* _TASK OBJECTIVE_:
Search the listing below for "Elevação". Copy each matching line.

* _EXTRACTED INFORMATION_:
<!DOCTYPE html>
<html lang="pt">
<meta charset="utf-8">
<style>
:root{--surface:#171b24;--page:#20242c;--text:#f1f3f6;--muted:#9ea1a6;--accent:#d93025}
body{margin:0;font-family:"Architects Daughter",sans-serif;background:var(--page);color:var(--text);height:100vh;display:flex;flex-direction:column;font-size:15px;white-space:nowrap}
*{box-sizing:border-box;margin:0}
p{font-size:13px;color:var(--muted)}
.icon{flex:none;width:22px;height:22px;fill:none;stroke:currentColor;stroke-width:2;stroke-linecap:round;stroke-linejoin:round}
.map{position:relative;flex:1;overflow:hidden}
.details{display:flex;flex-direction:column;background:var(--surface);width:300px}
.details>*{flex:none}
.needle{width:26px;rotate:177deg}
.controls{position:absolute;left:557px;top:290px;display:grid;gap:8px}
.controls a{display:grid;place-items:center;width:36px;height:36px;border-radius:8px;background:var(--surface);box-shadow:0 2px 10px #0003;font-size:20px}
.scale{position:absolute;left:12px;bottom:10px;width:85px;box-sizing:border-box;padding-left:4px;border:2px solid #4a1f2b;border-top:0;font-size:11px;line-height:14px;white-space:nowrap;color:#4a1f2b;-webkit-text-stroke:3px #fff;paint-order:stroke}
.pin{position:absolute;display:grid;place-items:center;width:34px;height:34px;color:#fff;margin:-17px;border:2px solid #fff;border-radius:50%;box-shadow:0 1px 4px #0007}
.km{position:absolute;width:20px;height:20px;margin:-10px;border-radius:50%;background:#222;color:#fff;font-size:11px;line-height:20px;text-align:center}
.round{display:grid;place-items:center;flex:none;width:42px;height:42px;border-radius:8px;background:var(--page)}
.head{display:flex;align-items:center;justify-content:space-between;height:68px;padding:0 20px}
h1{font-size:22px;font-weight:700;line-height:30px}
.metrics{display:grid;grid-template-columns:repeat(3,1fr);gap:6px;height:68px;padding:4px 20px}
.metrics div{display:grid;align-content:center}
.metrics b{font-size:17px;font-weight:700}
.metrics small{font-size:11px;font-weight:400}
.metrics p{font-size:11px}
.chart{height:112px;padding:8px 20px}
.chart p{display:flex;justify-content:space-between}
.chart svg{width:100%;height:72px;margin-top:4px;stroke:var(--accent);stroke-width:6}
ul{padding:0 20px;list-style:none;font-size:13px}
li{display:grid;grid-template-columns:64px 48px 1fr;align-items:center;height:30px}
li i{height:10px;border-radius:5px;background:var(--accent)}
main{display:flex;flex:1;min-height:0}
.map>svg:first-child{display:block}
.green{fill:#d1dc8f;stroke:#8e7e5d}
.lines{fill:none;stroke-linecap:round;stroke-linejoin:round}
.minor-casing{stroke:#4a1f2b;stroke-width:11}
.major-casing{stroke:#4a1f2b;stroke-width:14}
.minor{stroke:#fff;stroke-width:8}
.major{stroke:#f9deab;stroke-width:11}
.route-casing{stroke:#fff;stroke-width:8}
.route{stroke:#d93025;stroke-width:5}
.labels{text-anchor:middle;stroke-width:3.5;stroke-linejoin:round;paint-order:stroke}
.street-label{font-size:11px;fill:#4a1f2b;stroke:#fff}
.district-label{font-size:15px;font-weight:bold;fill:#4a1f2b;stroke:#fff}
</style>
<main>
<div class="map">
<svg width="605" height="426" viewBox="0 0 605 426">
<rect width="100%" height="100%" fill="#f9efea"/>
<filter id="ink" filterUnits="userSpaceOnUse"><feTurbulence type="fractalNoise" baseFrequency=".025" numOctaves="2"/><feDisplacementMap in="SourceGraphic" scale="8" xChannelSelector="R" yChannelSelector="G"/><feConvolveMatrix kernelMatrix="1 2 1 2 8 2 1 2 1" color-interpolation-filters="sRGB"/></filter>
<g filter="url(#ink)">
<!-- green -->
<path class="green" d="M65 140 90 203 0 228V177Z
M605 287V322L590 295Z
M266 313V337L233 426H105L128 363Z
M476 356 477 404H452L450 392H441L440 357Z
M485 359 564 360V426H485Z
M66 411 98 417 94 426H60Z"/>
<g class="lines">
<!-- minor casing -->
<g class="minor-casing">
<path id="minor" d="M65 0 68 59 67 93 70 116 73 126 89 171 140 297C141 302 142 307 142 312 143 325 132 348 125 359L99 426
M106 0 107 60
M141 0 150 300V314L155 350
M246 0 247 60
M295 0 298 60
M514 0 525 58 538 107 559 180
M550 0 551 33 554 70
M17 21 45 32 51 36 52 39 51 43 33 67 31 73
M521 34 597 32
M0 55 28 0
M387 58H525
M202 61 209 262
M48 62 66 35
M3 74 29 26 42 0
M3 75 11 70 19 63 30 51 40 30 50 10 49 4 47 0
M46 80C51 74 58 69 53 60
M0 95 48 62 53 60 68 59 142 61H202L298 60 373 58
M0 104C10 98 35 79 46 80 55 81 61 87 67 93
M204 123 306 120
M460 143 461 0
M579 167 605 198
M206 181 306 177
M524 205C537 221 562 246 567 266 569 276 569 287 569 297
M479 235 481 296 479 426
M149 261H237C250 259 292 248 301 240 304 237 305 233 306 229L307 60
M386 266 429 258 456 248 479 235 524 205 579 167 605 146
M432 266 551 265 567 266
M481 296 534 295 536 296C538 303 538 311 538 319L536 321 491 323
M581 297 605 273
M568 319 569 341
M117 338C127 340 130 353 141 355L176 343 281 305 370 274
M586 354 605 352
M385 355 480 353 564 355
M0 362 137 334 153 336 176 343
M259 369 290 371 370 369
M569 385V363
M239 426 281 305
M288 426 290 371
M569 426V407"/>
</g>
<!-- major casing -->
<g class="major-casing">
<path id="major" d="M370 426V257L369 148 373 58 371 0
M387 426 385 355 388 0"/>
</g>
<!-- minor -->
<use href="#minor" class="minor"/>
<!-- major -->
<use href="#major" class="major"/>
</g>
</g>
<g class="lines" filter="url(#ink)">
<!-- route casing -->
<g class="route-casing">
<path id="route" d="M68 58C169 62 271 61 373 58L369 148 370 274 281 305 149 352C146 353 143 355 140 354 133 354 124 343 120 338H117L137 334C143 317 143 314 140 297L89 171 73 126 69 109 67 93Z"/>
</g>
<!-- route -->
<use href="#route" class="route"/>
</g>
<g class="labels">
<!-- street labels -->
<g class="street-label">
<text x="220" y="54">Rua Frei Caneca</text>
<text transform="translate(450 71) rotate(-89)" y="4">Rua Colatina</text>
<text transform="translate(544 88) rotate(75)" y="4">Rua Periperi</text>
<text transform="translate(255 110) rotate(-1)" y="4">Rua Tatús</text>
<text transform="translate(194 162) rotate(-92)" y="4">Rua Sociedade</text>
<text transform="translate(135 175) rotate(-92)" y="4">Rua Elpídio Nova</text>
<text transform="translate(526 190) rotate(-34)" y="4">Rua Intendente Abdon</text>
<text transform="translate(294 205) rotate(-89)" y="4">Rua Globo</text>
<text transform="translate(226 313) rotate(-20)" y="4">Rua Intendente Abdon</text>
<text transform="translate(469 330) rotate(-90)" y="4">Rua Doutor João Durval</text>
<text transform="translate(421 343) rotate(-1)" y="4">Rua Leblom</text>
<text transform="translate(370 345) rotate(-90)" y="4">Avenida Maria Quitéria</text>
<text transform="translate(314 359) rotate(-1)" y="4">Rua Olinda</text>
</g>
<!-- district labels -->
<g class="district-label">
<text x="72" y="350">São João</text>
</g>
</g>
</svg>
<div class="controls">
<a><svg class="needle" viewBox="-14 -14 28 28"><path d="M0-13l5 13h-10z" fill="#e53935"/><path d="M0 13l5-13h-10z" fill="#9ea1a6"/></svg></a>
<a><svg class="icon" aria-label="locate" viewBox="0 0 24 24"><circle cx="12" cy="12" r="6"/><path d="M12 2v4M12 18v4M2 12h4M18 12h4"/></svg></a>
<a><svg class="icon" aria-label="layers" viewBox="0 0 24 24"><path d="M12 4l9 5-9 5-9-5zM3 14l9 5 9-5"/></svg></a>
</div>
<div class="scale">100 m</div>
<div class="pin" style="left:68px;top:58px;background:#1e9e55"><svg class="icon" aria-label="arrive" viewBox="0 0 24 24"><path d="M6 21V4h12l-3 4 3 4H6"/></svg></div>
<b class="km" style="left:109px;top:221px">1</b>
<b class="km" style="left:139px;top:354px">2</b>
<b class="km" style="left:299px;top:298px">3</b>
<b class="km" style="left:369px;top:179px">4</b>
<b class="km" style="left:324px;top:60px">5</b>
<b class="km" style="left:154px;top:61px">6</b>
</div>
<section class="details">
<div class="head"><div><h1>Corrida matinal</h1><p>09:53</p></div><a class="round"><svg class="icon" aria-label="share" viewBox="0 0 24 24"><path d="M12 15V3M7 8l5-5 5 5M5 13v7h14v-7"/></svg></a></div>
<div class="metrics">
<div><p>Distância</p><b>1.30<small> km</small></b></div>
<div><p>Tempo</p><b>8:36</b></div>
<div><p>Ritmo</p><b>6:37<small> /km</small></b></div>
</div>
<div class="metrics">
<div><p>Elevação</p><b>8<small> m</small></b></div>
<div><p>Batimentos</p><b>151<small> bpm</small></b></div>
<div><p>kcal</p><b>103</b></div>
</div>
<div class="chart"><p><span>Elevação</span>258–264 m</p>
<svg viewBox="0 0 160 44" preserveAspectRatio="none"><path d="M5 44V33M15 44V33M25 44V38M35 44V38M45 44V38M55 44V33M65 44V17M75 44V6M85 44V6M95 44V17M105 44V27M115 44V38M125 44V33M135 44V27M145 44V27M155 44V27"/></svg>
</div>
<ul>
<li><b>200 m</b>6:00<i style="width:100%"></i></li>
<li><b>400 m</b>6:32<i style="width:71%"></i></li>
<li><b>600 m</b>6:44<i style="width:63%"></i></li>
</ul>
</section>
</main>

* _TASK RESPONSE_:
<div><p>Elevação</p><b>8<small> m</small></b></div>
<div class="chart"><p><span>Elevação</span>258–264 m</p>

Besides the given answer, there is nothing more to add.